Key Estate Planning Documents Worth Reviewing
As you gather receipts, statements, and financial reports, it is wise to confirm that essential estate planning documents remain up to date. Wills, trusts, powers of attorney, and health care directives should accurately capture your current preferences.
Even if your documents are only a few years old, changes in your family structure, finances, or state and federal laws may require updates. Regular reviews help reduce future confusion and ensure your chosen decision‑makers are still appropriate.
Recent Tax Law Changes That May Affect Your Plan
The 2025 tax year introduced notable shifts in federal estate and gift tax rules. The One Big Beautiful Bill Act permanently increased the federal estate, gift, and generation‑skipping transfer tax exemption to $15 million per individual starting in 2026. This adjustment removes prior uncertainty regarding exemption reductions and allows for more predictable long‑term planning.
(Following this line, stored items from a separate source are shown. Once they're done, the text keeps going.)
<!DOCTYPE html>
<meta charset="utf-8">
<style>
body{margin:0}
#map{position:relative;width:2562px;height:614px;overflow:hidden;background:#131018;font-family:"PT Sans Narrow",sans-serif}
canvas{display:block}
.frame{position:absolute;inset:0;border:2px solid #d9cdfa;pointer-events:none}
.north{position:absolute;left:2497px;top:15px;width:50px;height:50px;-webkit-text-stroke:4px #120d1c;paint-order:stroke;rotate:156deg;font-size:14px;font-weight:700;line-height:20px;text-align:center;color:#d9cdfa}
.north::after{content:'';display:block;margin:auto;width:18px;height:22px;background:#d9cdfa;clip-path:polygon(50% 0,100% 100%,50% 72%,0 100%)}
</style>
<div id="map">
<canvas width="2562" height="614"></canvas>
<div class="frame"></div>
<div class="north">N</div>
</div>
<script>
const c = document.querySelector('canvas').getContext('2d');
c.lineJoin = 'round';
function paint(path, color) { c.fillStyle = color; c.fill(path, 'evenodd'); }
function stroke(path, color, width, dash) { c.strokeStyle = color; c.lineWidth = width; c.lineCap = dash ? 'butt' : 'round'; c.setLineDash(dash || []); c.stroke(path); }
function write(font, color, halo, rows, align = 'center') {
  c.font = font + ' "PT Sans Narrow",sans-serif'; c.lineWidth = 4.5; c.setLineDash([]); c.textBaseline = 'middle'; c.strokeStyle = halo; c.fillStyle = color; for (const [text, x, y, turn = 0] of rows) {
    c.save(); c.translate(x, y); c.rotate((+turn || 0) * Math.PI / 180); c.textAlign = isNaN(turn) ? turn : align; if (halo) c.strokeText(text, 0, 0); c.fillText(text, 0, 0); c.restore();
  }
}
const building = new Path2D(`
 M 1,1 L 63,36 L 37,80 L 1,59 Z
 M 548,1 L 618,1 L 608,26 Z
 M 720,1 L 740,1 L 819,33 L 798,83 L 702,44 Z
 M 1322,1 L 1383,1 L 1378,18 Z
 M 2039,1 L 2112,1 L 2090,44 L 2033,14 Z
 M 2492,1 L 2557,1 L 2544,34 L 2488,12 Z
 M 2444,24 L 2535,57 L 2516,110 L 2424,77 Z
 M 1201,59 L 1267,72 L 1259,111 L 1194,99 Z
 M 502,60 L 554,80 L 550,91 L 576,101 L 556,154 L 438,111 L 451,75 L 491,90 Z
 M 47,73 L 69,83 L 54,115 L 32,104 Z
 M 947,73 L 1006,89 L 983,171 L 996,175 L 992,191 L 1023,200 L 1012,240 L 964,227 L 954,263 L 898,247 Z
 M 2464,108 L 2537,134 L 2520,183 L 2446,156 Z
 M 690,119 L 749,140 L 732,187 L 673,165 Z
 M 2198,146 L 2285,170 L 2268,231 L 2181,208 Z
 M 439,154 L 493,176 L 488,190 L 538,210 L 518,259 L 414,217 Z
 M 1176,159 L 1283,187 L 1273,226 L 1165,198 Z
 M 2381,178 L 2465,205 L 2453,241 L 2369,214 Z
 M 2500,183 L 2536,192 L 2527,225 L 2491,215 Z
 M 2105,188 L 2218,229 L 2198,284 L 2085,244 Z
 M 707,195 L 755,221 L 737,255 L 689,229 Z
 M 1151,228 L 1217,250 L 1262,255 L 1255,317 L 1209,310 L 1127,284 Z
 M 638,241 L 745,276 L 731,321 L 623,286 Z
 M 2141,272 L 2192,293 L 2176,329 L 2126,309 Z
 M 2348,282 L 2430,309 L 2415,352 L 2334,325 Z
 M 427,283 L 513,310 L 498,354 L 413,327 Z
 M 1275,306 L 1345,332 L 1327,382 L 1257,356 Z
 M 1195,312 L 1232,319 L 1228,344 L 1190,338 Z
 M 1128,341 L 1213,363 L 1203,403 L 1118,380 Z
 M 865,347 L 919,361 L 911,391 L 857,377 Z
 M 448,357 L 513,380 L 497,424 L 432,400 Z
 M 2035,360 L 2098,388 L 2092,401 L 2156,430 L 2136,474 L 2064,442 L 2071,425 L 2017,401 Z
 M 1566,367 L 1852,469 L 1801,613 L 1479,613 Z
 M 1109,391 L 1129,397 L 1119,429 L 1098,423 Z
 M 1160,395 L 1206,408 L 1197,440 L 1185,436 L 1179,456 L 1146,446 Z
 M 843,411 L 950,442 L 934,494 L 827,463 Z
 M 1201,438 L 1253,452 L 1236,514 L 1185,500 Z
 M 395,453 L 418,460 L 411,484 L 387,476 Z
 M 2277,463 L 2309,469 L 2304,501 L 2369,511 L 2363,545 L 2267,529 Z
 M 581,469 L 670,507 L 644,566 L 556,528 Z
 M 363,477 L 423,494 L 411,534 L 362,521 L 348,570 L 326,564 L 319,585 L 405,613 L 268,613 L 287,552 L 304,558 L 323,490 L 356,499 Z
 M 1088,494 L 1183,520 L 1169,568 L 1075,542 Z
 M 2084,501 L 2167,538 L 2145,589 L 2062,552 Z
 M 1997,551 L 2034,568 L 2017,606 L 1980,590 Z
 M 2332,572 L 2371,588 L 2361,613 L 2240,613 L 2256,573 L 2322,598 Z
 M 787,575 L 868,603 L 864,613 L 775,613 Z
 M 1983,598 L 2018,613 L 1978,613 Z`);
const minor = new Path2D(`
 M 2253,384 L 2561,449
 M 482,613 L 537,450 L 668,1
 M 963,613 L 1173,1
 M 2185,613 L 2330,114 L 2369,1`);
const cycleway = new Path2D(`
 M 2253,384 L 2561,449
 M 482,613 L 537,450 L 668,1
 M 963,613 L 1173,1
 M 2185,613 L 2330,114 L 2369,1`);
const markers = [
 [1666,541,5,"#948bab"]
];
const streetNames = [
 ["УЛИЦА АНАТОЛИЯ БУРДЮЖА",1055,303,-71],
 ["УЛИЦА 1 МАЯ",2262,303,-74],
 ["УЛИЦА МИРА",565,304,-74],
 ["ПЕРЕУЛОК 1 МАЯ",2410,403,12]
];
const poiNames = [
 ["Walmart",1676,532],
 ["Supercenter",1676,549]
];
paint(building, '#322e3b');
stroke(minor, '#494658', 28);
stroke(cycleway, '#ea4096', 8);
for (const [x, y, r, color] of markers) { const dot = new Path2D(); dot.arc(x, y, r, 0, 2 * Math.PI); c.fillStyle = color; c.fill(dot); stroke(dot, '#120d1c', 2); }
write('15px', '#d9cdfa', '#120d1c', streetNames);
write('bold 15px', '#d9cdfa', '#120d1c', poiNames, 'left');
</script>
While the expanded exemption may reduce federal estate tax exposure for many individuals, it does not replace the need for consistent planning. State-level taxes may still apply, and personal goals for transferring wealth should guide your decisions. Reviewing your plan in light of these changes can help identify where updates may be useful.
Why Trusts Need Ongoing Tax Awareness
Trusts are valuable planning tools, but they require regular attention. Many trusts have annual tax responsibilities, particularly those earning $600 or more or those with beneficiaries who live outside the United States. These trusts typically need to file an annual income tax return.
Trustees must also issue Schedule K‑1 forms that detail income distributed to beneficiaries. Income the trust keeps is taxed at trust-level rates, which increase more rapidly than individual rates. Reviewing trust activity during tax season ensures these responsibilities are met and that distributions are made with tax efficiency in mind.
Tax Benefits of the 65‑Day Rule
Certain non‑grantor trusts may benefit from the IRS 65‑Day Rule. This rule allows trustees to classify distributions made within the first 65 days of the new year as if they occurred in the previous tax year. For some trusts, this can shift taxable income to beneficiaries who are in lower tax brackets, reducing overall tax liability.
The choice to apply this rule happens when the trust files its tax return, not when distributions are made. Because of this timing, coordination with tax and legal professionals is especially important during tax season.
Common Planning Gaps That Develop Over Time
Even a well-prepared estate plan can fall out of sync with your goals if it is not reviewed routinely. Beneficiary designations may become outdated, account ownership may not reflect your wishes, and tax treatment of certain assets may change.
Life events such as marriage, divorce, new children, or a major financial shift should prompt an immediate review. Adjustments in tax laws may also influence how your assets are transferred or taxed. Regular check-ins help ensure your plan continues to operate as intended.
The Importance of Coordination Between Tax and Legal Advisors
A strong estate plan depends on open communication between your tax professional and your attorney. When both advisors understand your financial picture, they can ensure your legal documents and tax strategy support one another.
This collaboration reduces the likelihood of overlooked details, particularly with trusts, gifting strategies, or complex asset structures. Keeping both professionals informed helps maintain consistency and prevents unintended outcomes.
How Estate Planning Attorneys Support Your Long‑Term Vision
Estate planning attorneys help create and maintain legally sound plans that adapt to changing laws and personal circumstances. They assist with drafting and updating wills, trusts, and other key documents while offering guidance on asset protection and wealth transfer strategies.
They can also help identify planning tools that fit current exemption levels and your personal goals. Regular reviews ensure your plan continues to reflect your intentions as your life evolves.
Why Tax Season Is a Smart Time to Update Your Plan
The financial clarity you gain during tax season provides a helpful foundation for evaluating your estate plan. This is an ideal moment to confirm that your documents, trusts, and tax strategies still work together.
If it has been a while since you last reviewed your estate plan or if recent tax changes affect your situation, consider taking this opportunity to revisit your documents. Thoughtful updates now can provide long‑term peace of mind and ensure your plan remains aligned with your goals.